Most of the art response in D.C. area (especially in the art blog arena) seems to be a classic case of the viewer (art critics, art bloggers, whatever) responding to what they see in a gallery or museum. In New Orleans, it is (or I should sadly now say, it once was) different to a great degree. Some of the most creative souls in New Orleans operate studio/galleries in their homes. Many of these artists live (again, sadly once lived, as they’ve now been scattered across the country because of Katrina) in the much lately written about Lower Ninth Ward of the city - one of the poorest areas of the city.

Art fanatics in New Orleans, as well as our local art critics, are much bolder about exploring for art outside of the traditional gallery structure of the city. Many of the now famous artists from New Orleans were “discovered” by art critics such as D. Eric Bookhardt of Gambit Magazine who actually wrote about them prior gallery representation. Mr. Bookhardt is a critic who feels the calling to be grounded in what’s happening with art and artists throughout the city. The result is that cutting-edge arts venues, like the famous Pussycat Caverns, thrive in areas like the Lower Ninth Ward of New Orleans.

These same experiences can be found in Washington, D.C. I just think that most art fanatics in this area, for whatever reason, are reluctant to step off the path that leads to their usual round of gallery walks.

I'm hoping that an online exhibition of such artists from D.C. might spur some interest in some type of alternative venue that might be willing to host such a show.

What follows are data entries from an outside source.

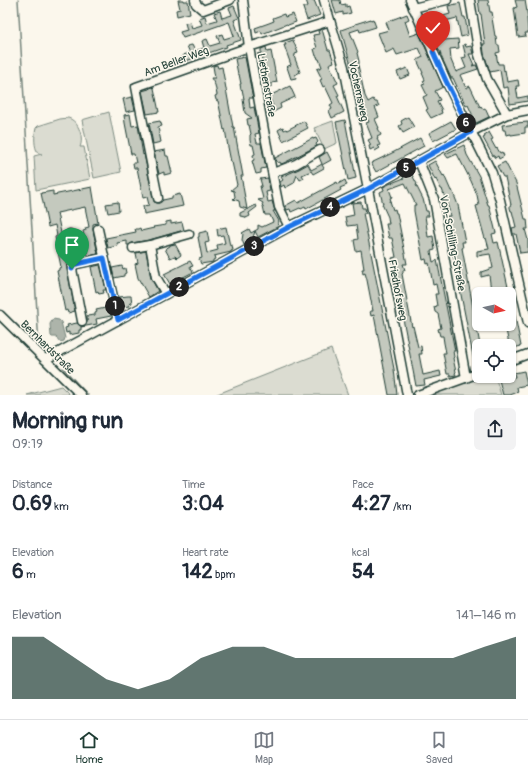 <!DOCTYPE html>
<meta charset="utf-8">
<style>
body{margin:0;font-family:Pangolin,sans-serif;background:#f2f2f3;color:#1f2937;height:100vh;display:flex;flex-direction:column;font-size:15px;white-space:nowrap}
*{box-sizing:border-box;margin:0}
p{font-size:13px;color:#747a83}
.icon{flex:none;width:22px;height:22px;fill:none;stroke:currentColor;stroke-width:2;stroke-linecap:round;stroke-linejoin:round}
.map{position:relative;height:395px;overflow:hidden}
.side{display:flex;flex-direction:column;background:#fff;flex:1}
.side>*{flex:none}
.needle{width:26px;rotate:98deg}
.tools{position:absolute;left:472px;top:287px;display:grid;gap:8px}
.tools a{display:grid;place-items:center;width:44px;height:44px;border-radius:6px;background:#fff;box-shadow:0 1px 3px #0004;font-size:20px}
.pin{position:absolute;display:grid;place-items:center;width:34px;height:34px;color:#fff;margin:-41px -17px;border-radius:50% 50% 50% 0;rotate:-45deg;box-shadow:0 0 4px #0007}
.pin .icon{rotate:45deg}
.km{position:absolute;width:20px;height:20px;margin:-10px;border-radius:50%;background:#222;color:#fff;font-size:11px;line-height:20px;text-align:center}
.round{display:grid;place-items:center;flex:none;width:42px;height:42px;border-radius:6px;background:#f2f2f3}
.summary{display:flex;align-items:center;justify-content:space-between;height:68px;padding:0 12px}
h1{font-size:22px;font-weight:800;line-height:30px}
.figures{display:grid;grid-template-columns:repeat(3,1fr);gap:6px;height:68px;padding:4px 12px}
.figures div{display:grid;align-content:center}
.figures b{font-size:20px;font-weight:800}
.figures small{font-size:11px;font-weight:400}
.figures p{font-size:11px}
.chart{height:112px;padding:8px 12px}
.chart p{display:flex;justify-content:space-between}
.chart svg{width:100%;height:72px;margin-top:4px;fill:#1f3d34;opacity:.7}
.menu{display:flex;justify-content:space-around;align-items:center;height:56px;border-top:1px solid #e0e1e3;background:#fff;font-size:11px;color:#747a83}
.menu a{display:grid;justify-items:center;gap:2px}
.menu .current{color:#1f3d34}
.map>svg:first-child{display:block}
.green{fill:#dbdcd1;stroke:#7d8c82}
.water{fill:#adb4aa;stroke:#74847b}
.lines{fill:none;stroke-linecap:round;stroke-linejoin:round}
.stream{stroke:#74847b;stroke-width:1.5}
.building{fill:#c4c9be;stroke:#1f3d34}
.minor-casing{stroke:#1f3d34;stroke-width:11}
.minor{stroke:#fbf7ec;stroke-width:8}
.route-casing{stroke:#fff;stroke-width:8}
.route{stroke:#1a73e8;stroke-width:5}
.labels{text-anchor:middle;stroke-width:3;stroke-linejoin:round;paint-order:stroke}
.street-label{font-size:11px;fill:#1f3d34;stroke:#fbf7ec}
</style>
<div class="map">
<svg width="528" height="395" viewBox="0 0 528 395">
<rect width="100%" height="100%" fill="#fbf7ec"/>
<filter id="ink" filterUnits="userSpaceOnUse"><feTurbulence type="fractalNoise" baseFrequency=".025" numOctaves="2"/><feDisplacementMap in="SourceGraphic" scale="8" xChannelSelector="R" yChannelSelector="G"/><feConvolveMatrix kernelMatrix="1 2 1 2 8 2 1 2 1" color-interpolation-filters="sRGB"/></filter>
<g filter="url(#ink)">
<g class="green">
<path d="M109,112L121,172L94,178L82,120Z"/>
<path d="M68,118C79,121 84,138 80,147H84L90,179L36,190L34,156L42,154L38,153C34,147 34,136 36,128L38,126L60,119Z"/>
<path d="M333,121L337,143L324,149L314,128Z"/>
<path d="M331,349L348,395H215Z"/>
<path d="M479,376H495L501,395H427Z"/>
<path d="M61,386L70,395H27Z"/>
</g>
<path class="water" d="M53,319L59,320L61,322L65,338L64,341L60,342L56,337H52L51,336L50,324Z"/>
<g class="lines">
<g class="stream">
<path d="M18,0L39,345"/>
<path d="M63,368L88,395"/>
</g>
</g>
<g class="building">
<path d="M178,0H184V1H188L190,13L177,16L176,10L180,9Z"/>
<path d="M306,0H314L320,15L307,20L303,8L308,6Z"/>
<path d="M332,0H340L341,5L346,4V7L349,6L351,13L343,15V12L336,14Z"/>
<path d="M478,0H488L490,12H492L493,18H492L495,36H496L497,45H499L500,52L496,53L498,64H503L504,71L505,70L507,82L518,80L519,86H516L518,98L528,96V101L510,104L508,87L503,88L500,70L490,72L484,54L483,44H485L481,14H480Z"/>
<path d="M515,0H525L528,18H527L528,33H525L526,36L518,37L514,8L517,7Z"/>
<path d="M460,3L463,17H465L468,35L461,37L457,18L445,21L443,16L450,14L448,6Z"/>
<path d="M234,6L239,18L234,20L241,40L226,45L227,47L223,48L183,62L181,58L184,57L183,55L190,53L187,46L192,45L195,51L204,48L202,41L207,39L210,46L220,43L217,36L222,34L224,39L234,36L229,22L183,38L180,32L187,30L185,23L190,22L192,28L202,25L199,18L205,16L207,23L217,20L214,13L220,11L222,18L232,15L229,8Z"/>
<path d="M284,14L285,17L293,14L296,22L288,25L287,24L262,34L261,31L256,33L255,28L269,23L274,21L273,18Z"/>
<path d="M407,14L409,19L405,21L410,36L419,33L443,87L435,91L440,100L437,101L442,110H441L442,113L431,118L426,110L428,109L423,97L427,95L422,85L425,84L423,81L425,80L422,73H423L417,60L423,57L419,48L397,55L394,49L386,53L378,33L389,30L386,22Z"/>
<path d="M371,19V20L373,19L376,27L360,32L359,29L350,32L358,52L357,53L359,61V64L358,65L365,96L368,102L373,99L375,102H377L379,106L375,107L379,117L375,119L379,128H378L381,135L377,137L378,139H377L380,145L378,146L380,148L375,151L374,148L370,150L369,146L371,145L368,140L372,138L366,123L369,122L361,105L359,106L357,100L354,80H353L351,73H353L341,30L355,25V24Z"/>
<path d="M433,21L440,35L442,34L444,40L458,39L459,48L450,49L451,60L456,72L466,68L462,58L466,57L463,45L465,44L466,47L471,46L473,54H469L474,65H472V66L476,65L478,69L460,75L466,88L470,86L480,107L481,106L483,109L485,108L489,117L476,123L468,105L466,106L453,78H451L441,56L440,51H439L427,24Z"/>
<path d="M322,29L328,50H330L334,62L329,64L338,83L334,85L339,95L337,96L344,112L332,118L329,111L332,109L330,105L333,103L325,86L323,87L320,80L322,79L317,69L322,67L319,59H318L317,56H316L314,49L317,48L313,35L319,34L318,31Z"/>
<path d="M293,40L298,53L295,54V56H294L300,72L295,75L296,78L291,79L287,67L288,66L291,65L284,45H286L285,43Z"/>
<path d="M266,47L267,52L271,51L277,82L272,83V86L267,87L266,83L265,82L266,80L262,61L263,57L257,54L261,53V49Z"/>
<path d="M245,57L253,98H249L250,108L254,107L259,133L255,134L257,143H261L266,168L261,169V173L256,174L252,161L254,160L253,155L255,154L253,145H251L250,140V135L251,134L249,125H248L247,119L252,118L245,113L243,99H244L242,89L241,90L240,84H241L239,74H238L235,59Z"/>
<path d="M217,65L218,68L222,67L233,127H234L243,176H241L242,181L247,209L240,207L239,201L233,199L235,197L234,191L231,190L237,185L232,162H231L228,147L225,129L224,130L219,105L218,101L216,100L215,96L217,95L215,85L211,78H215L213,66Z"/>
<path d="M407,68L410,75L400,79L397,72Z"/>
<path d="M290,86L295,97L280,104L281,108L273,112L271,107L273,106L269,97H270L269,96Z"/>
<path d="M153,87L154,88L159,112L147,114L142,91L149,89L150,88Z"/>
<path d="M132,97L135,110L126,112L123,99Z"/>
<path d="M130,114L132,126L138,125L143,155L144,154L154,202L157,203H159L163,200L172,198V196L180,194L183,206L144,214L143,206L149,205L147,197L143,198L137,168H134L133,163H136L134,154H131L125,123L124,115Z"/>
<path d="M408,117L414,127L403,133L399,126L402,124L401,121Z"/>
<path d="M345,120L356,178L348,180L336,122Z"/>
<path d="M160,121L162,126L158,127L161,142L153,144L149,123Z"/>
<path d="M304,121L308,128L283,141L278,130L283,127L284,130L286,129L287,130Z"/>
<path d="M451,121L456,129L433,141L429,133Z"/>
<path d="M528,122V127H525V133L511,135V134L506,135L505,130H503L502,125L516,123Z"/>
<path d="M489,132L493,139L491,140L496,149L497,148L500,153L502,152L504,156L499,159L498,156L495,158L494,156H493L483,138L485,137L484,135Z"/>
<path d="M313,138V139L316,138L318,142L316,144L317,146L284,163L281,164L280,162L278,163L275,158Z"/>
<path d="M420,138L424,146L376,172L371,163L388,155L394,152Z"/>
<path d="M464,145L467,155L479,176L488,205H489L496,233L492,234L494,243L498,242L508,287L491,291L489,275L481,277V272L493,268L490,254L477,256V251L489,249L486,238L485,239L476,206L479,205L477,195L471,181L457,154L448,158L445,154Z"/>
<path d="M165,150L166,156H168L172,173L164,175V172L159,174L154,152Z"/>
<path d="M327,152L331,160L322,165L324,168L313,174L311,171L302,175L304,178L300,180L297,175L294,183L285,188L284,185L281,187L280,182L283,180L281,177L299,169L308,164L311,170L315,168L322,164L319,157Z"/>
<path d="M435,161L443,176L444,175L451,191L452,190L458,205L465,242H462L463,248H462L480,345V346H479V365L475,366L453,254H454L447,216H450L449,210L442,189H441L436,179L435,180L428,165Z"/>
<path d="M505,162L516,183L525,219H527L528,229H525L528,240V252L520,253L516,234H513L512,228L516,227L512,211H511L510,208V205H511L505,177H503L497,166Z"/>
<path d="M411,173L417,184L416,185L423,199L426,211H428L429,216H425L427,229L428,237L433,236L435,250L431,251L433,262L437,260L438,265L455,351H453L454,357L453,358L456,372L455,373L456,375L450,376V374H447L443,353H446L444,343L443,336H440L438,329L441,328L438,314L435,312L434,307L437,306L435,294H438L436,284L433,285L429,263L427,264L426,259L423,260L414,211V205H416L405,183L389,189L392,197L390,198L391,201H390L393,210L395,209L396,213H397L407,264H403L405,270H403V273L402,274L412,327L413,326L418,347L421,346L422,354H419L423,375L440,371L441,376L424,380L425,385L416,386L400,303L398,304L393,280V277L396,276L392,258L396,257L392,238H389L386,224H389L388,217L382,204H383L380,192L384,190L383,187L389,184L404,178L403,177Z"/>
<path d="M268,178L270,191L266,192L268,202L272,201L275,211H273L279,221L278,223L279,226L258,237L255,231L252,241L244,245L242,240L243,234L242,233L249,229L251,233L258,229V225L262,227L273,222L270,215H265L263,206L262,205L263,203L258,200L263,199L260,186H262L260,179Z"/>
<path d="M345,180L347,185L340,188L341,190L306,209L305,207L301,209L300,208L291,212L290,209L287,210L285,206L296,200L298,203L337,182L338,184Z"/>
<path d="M92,187L98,223L93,224V230L98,254L88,256L83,231L86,230L85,228L89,227L85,207L57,213L61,233L62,235L65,234L70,260H67L68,263H66L75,311L68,313L67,310L65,311L57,271L59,270V268L61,267L55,237L57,236L55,225L48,227L41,193L53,191V195Z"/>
<path d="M118,202L119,211L108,213L106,204Z"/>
<path d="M361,202L362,208H365L366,213H363L394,369L397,395H389L374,315L371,316L370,311H373L367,280L365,273L363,274L362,269H364L361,250L356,251L355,246L354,240L358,239L356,225L347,226L345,217L354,215L352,203Z"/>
<path d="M256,205L257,207L249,213L250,216L246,218V217L240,216V213Z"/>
<path d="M171,221V224L182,222L184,230L149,240L132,243L129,245H127V241L117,243L118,246L108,248L106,238L136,232L135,229H138L140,228L141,231L154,228L153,227L166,225V222Z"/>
<path d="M226,227L230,246L232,245L233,250L231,251V252L214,256L215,259L213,260V262L201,264L199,259L202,258L198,237H199V233L207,231L209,242L205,243L207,253L218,250L217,245L225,243L223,235L218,236L217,229Z"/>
<path d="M175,244L181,255L177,258L175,256L170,258L165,249L170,246V245Z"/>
<path d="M146,251L151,278L158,291L149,297L138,278L135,264L138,263L136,253Z"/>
<path d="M190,261L193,266L190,267L193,272L170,284L164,274Z"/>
<path d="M100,265L106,290H103L104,293L99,294L98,291L96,292L91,267Z"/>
<path d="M122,266L123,269L125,268L126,273L124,274V276L114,278L112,268Z"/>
<path d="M128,296H131L132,303L129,304L130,306L121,307L119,297Z"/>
<path d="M509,296H511L521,346L510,349L506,330H507L506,324H509Z"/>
<path d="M110,307L111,316L96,319L97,324L81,327V330H79V333L69,335V332L66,333L65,328L68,327L67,325L77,323L80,326H83L86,325L87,322V316L95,315V313L97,312L96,310Z"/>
<path d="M524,371L527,385L517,387L518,392L510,395H503L499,380L515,377L514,373Z"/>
</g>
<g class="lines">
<g class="minor-casing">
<g id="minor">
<path d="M195,0L196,4L203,10L230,0"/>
<path d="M243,0L249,47L265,136L279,207L289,227"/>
<path d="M324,0L344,67L368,189L407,395"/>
<path d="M410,0L446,81L492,173L500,200L528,323"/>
<path d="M470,0L479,55L487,79L507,114"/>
<path d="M413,8L447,0"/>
<path d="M419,161L434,199L466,378"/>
<path d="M273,173L296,164L320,150"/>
<path d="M158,198L136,87L249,47L330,21"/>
<path d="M98,229L118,320"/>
<path d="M70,234L76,264L73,266L72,269L82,321"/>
<path d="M133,248L150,245"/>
<path d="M76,264L104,258"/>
<path d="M166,294L156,277L150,245L189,234"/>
<path d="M0,315L81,395"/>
<path d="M45,359L50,357L289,227L368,189L471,132L507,114L528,110"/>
<path d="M509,361L528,354"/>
<path d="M418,395L479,373"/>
</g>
</g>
<use href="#minor" class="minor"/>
</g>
</g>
<g class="lines" filter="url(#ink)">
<g class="route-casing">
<path id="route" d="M72,269L73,266L76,264L104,258L118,320L289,227L368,189L471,132L446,81L433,52"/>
</g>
<use href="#route" class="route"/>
</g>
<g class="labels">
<g class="street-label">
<text transform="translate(176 61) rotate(-20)" y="4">Am Beller Weg</text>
<text transform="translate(267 85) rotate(80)" y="4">Liethenstraße</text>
<text transform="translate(359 91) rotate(78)" y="4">Vochemsweg</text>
<text transform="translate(453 243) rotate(79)" y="4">Von-Schilling-Straße</text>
<text transform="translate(398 290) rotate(79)" y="4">Friedhofsweg</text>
<text transform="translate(48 347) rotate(45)" y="4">Bernhardstraße</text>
</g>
</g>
</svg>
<div class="tools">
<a><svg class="needle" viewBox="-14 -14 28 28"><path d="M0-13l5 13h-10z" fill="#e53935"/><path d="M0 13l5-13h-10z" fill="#747a83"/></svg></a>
<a><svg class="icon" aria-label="locate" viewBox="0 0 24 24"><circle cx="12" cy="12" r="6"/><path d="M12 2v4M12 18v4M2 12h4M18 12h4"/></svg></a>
</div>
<div class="pin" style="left:72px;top:269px;background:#1e9e55"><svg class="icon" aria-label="arrive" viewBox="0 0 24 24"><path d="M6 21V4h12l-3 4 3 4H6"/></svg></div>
<div class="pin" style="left:433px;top:52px;background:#d93025"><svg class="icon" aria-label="check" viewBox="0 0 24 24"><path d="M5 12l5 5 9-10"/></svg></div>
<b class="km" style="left:115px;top:306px">1</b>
<b class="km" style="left:179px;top:287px">2</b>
<b class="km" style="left:254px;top:246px">3</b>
<b class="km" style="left:330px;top:207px">4</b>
<b class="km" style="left:406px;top:168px">5</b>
<b class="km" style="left:466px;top:123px">6</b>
</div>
<section class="side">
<div class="summary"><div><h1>Morning run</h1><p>09:19</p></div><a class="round"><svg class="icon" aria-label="share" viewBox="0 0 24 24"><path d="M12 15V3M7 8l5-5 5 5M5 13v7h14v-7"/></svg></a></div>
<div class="figures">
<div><p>Distance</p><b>0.69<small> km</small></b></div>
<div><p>Time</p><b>3:04</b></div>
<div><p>Pace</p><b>4:27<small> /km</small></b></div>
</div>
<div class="figures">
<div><p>Elevation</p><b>6<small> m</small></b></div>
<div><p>Heart rate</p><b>142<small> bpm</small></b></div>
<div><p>kcal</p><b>54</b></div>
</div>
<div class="chart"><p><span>Elevation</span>141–146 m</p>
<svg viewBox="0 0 160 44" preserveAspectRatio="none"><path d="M0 44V6L10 6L20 19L30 32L40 38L50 32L60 19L70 12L80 12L90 19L100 19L110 19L120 19L130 19L140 19L150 12L160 6V44z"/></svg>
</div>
</section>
<nav class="menu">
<a class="current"><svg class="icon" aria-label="home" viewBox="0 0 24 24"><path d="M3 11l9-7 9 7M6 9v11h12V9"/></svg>Home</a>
<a><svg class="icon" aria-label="map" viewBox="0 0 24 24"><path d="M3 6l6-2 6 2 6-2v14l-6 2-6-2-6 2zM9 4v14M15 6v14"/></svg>Map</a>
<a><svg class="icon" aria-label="saved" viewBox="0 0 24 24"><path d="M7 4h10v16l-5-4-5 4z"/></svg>Saved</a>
</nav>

There are some exceptionally talented artists who live in D.C. whose work really rocks. I simply encourage artists and art critics to really get in touch with the full range of art that offered in D.C. I also think that you have to be willing to step away from the concrete sidewalk that leads to a white cube space in order to see the real cutting-edge of art in D.C.

Sincerely,

James

 
At 1:57 PM, Blogger Amy said...

James, Thanks for the kind words and encouragement. I've been a bit distracted lately, hopefully I can be a better blogger in the future!

You are completely on target about bloggers (myself most definately included) sticking to museum and gallery shows. For me, I guess I have to blame equal parts laziness and ignorance - the laziness is self explanatory and has no real justification but the ignorance means I stick to what I know, which is the usual.

I'm going to check out your list, and I look forward to your project.

Any advice as to how someone who probably needs to unlearn some of her artistic education goes about seeking out those fringe artists on her own? Beyond ArtoMatic, I'm not too sure where to start looking.